Institute of Genetic Medicine, Newcastle University, Newcastle, United Kingdom.
MRC Integrative Epidemiology Unit, University of Bristol, Bristol, United Kingdom.
PLoS Genet. 2020 Mar 2;16(3):e1008198. doi: 10.1371/journal.pgen.1008198. eCollection 2020 Mar.
Mendelian randomization (MR) implemented through instrumental variables analysis is an increasingly popular causal inference tool used in genetic epidemiology. But it can have limitations for evaluating simultaneous causal relationships in complex data sets that include, for example, multiple genetic predictors and multiple potential risk factors associated with the same genetic variant. Here we use real and simulated data to investigate Bayesian network analysis (BN) with the incorporation of directed arcs, representing genetic anchors, as an alternative approach. A Bayesian network describes the conditional dependencies/independencies of variables using a graphical model (a directed acyclic graph) with an accompanying joint probability. In real data, we found BN could be used to infer simultaneous causal relationships that confirmed the individual causal relationships suggested by bi-directional MR, while allowing for the existence of potential horizontal pleiotropy (that would violate MR assumptions). In simulated data, BN with two directional anchors (mimicking genetic instruments) had greater power for a fixed type 1 error than bi-directional MR, while BN with a single directional anchor performed better than or as well as bi-directional MR. Both BN and MR could be adversely affected by violations of their underlying assumptions (such as genetic confounding due to unmeasured horizontal pleiotropy). BN with no directional anchor generated inference that was no better than by chance, emphasizing the importance of directional anchors in BN (as in MR). Under highly pleiotropic simulated scenarios, BN outperformed both MR (and its recent extensions) and two recently-proposed alternative approaches: a multi-SNP mediation intersection-union test (SMUT) and a latent causal variable (LCV) test. We conclude that BN incorporating genetic anchors is a useful complementary method to conventional MR for exploring causal relationships in complex data sets such as those generated from modern "omics" technologies.

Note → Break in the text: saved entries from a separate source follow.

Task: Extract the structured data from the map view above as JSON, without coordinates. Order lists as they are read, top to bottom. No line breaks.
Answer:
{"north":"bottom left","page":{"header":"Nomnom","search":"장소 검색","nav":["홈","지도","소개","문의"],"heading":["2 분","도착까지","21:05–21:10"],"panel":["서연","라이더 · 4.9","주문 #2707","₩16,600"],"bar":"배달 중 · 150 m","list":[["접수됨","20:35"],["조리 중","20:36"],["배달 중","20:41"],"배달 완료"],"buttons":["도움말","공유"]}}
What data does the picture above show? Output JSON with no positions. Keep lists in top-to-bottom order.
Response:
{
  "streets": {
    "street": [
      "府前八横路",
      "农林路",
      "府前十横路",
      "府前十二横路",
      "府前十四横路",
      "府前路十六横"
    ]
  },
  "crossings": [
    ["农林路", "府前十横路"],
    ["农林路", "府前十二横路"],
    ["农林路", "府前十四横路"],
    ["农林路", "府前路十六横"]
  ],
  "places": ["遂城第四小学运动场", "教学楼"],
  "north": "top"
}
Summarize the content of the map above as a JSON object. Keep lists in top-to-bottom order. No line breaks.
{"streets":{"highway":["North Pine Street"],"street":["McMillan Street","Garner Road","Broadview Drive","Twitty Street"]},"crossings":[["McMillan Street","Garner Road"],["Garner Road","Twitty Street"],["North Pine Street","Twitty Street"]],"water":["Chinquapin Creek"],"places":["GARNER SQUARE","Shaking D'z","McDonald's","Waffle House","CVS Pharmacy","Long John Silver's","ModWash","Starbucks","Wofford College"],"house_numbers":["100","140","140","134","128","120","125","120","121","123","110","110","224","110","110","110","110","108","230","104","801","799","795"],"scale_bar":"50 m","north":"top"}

孟德尔随机化(MR)通过工具变量分析实现,是遗传流行病学中越来越流行的因果推理工具。但是,当数据集中存在多个与同一遗传变异相关的遗传预测因子和潜在风险因素时,它可能会对评估复杂数据集中的同时因果关系产生限制。在这里,我们使用真实和模拟数据来研究贝叶斯网络分析(BN),并将包含有向弧(代表遗传锚点)的 BN 作为替代方法。贝叶斯网络使用图形模型(有向无环图)和伴随的联合概率来描述变量之间的条件依赖/独立性。在真实数据中,我们发现 BN 可用于推断同时的因果关系,这些因果关系证实了双向 MR 所暗示的个体因果关系,同时允许存在潜在的水平多效性(这将违反 MR 假设)。在模拟数据中,具有两个定向锚点(模拟遗传工具)的 BN 在固定的第一类错误率下比双向 MR 具有更高的功效,而具有单个定向锚点的 BN 则比双向 MR 表现更好或一样好。BN 和 MR 都可能受到违反其基本假设的影响(例如,由于未测量的水平多效性导致的遗传混杂)。没有定向锚点的 BN 生成的推断并不比随机推断好,这强调了定向锚点在 BN(与 MR 一样)中的重要性。在高度多效性的模拟场景下,BN 优于 MR(及其最近的扩展)和两种最近提出的替代方法:多 SNP 中介交叉-并集检验(SMUT)和潜在因果变量(LCV)检验。我们得出结论,包含遗传锚点的 BN 是一种有用的补充方法,可用于探索复杂数据集(如来自现代“组学”技术的数据集)中的因果关系,而这些数据集是传统 MR 无法处理的。